1

I have one pipeline read file from GCS through Pub\Sub,

class ExtractFileNameFn(beam.DoFn):
    def process(self, element):
        file_name = 'gs://' + "/".join(element['id'].split("/")[:-1])
        logging.info("Load file: " + file_name)
        yield file_name

class LogFn(beam.DoFn):
    def process(self, element):
        logging.info(element)
        return [element]

class LogPassThroughFn(beam.DoFn):
    def process(self, element):
        logging.info(element)
        return element

...

    p
    | "Read Sub Message" >> beam.io.ReadFromPubSub(topic=args.topic)
    | "Convert Message to JSON" >> beam.Map(lambda message: json.loads(message))
    | "Extract File Name" >> beam.ParDo(ExtractFileNameFn())
    | 'Log Results' >> beam.ParDo(LogFn())
    # | 'Log Results' >> beam.ParDo(LogPassThroughFn())
    | "Read File from GCS" >> beam.io.ReadAllFromText()

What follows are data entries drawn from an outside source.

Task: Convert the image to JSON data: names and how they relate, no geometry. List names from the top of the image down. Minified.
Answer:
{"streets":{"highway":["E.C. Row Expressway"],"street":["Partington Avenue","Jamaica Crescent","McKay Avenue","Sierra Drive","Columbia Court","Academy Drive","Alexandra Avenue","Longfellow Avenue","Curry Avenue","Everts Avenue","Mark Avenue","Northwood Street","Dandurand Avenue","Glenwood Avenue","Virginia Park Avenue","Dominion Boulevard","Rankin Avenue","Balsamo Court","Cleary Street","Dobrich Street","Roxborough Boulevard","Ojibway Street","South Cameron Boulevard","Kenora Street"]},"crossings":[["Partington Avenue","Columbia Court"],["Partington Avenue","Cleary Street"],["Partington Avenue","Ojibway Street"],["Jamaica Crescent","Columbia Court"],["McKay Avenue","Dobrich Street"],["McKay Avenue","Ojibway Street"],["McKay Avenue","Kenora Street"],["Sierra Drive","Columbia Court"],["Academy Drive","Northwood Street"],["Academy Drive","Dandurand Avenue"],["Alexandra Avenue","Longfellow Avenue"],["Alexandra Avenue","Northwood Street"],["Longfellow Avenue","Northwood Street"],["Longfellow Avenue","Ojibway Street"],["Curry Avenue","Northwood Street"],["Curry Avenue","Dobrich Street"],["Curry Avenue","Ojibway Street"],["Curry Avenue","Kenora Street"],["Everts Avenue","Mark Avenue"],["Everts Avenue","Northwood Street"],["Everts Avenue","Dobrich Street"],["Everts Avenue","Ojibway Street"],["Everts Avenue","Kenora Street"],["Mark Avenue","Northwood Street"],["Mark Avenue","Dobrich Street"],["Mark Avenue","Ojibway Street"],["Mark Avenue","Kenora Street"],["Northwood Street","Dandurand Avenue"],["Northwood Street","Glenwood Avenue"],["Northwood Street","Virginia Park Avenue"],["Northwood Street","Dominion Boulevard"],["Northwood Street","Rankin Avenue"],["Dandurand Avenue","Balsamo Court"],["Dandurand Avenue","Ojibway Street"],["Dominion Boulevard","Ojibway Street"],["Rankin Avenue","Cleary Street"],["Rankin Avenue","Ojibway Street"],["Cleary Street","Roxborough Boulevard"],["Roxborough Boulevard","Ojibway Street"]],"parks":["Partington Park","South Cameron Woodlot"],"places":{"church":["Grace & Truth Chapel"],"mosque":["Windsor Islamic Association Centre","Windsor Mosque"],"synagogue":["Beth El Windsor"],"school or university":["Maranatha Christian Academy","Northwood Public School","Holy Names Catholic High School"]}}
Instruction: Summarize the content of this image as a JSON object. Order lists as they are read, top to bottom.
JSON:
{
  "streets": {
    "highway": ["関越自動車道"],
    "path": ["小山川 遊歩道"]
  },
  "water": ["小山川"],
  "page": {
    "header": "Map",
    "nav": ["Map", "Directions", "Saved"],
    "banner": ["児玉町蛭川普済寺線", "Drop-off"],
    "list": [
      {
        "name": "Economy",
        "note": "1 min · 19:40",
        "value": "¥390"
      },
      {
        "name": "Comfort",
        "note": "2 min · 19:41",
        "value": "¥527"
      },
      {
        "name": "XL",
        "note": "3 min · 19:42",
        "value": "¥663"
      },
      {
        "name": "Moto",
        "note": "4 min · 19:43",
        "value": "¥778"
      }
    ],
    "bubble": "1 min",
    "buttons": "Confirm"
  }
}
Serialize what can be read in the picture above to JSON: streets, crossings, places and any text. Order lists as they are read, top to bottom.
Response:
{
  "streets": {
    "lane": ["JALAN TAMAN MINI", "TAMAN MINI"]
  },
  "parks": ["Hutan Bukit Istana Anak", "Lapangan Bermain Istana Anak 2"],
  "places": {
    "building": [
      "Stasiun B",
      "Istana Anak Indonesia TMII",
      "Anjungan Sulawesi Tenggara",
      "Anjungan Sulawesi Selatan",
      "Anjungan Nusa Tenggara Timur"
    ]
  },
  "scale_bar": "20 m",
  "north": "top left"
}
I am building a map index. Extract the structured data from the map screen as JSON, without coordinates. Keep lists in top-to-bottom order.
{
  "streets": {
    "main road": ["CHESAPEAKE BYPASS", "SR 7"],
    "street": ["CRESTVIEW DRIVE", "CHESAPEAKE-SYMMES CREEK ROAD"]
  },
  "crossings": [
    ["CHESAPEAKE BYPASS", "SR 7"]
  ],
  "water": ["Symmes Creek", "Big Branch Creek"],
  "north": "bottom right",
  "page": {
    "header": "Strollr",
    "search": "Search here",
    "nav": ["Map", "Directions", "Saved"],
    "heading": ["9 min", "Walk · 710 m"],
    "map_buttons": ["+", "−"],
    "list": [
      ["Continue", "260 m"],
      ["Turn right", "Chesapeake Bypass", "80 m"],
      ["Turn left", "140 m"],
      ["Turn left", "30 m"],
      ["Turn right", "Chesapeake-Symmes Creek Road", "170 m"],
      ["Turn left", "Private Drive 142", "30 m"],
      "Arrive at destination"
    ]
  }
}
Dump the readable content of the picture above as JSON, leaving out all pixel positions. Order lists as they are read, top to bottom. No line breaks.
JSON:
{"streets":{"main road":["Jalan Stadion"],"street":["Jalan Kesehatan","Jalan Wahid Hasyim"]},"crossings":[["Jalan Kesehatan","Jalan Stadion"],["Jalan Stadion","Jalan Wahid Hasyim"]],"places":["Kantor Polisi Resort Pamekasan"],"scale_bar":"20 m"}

The difference of LogPassThroughFn and LogPassThroughFn is the type of return value, one the string, the other is list. And the LogFn works well in test codes, but LogPassThroughFn make the pipeline failed to run. Per this issue answer

Beam Python SDK still tries to interpret the output of that ParDo as if it was a collection of elements. And it does so by interpreting the string you emitted as collection of characters.

We know LogFn should work correctly.

However, I notice the ExtractFileNameFn return string rather than list. Is that correct? Then I test it as below, return list in ExtractFileNameFn1

class ExtractFileNameFn1(beam.DoFn):
    def process(self, element):
        file_name = 'gs://' + "/".join(element['id'].split("/")[:-1])
        logging.info("Load file: " + file_name)
        yield [file_name]

...

    p
    | "Read Sub Message" >> beam.io.ReadFromPubSub(topic=args.topic)
    | "Convert Message to JSON" >> beam.Map(lambda message: json.loads(message))
    | "Extract File Name" >> beam.ParDo(ExtractFileNameFn1())
    | "Read File from GCS" >> beam.io.ReadAllFromText()

Now, the pipeline failed to run...

My question is What the difference between return string and return list in DoFn? Why ReadAllFromText could receive string from ExtractFileNameFn, but receive list from LogFn?

beam version: 2.14.0

zangw
  • 43,869
  • 19
  • 177
  • 214

1 Answers1

1

The docs for ParDo say that:

Note that the DoFn must return an iterable for each element of the input PCollection. An easy way to do this is to use the yield keyword in the process method.

https://beam.apache.org/releases/pydoc/2.6.0/apache_beam.transforms.core.html#apache_beam.transforms.core.ParDo

The purpose of returning an iterable is that your input elements may not map 1-1 with your output elements. A single input may produce multiple outputs.

you are able to yield them as you go, or you can gather them up into a list and return them at the end

So this:

class ExtractFileNameFn(beam.DoFn):
    def process(self, element):
        file_name = 'gs://' + "/".join(element['id'].split("/")[:-1])
        logging.info("Load file: " + file_name)
        yield file_name

would be the same as this:

class ExtractFileNameFn(beam.DoFn):
    def process(self, element):
        file_name = 'gs://' + "/".join(element['id'].split("/")[:-1])
        logging.info("Load file: " + file_name)
        return [file_name]

the output elements for both are strings, each output element being a filename

When you do yield [file_name], each output element is actually a list containing a string

Alex
  • 5,141
  • 12
  • 26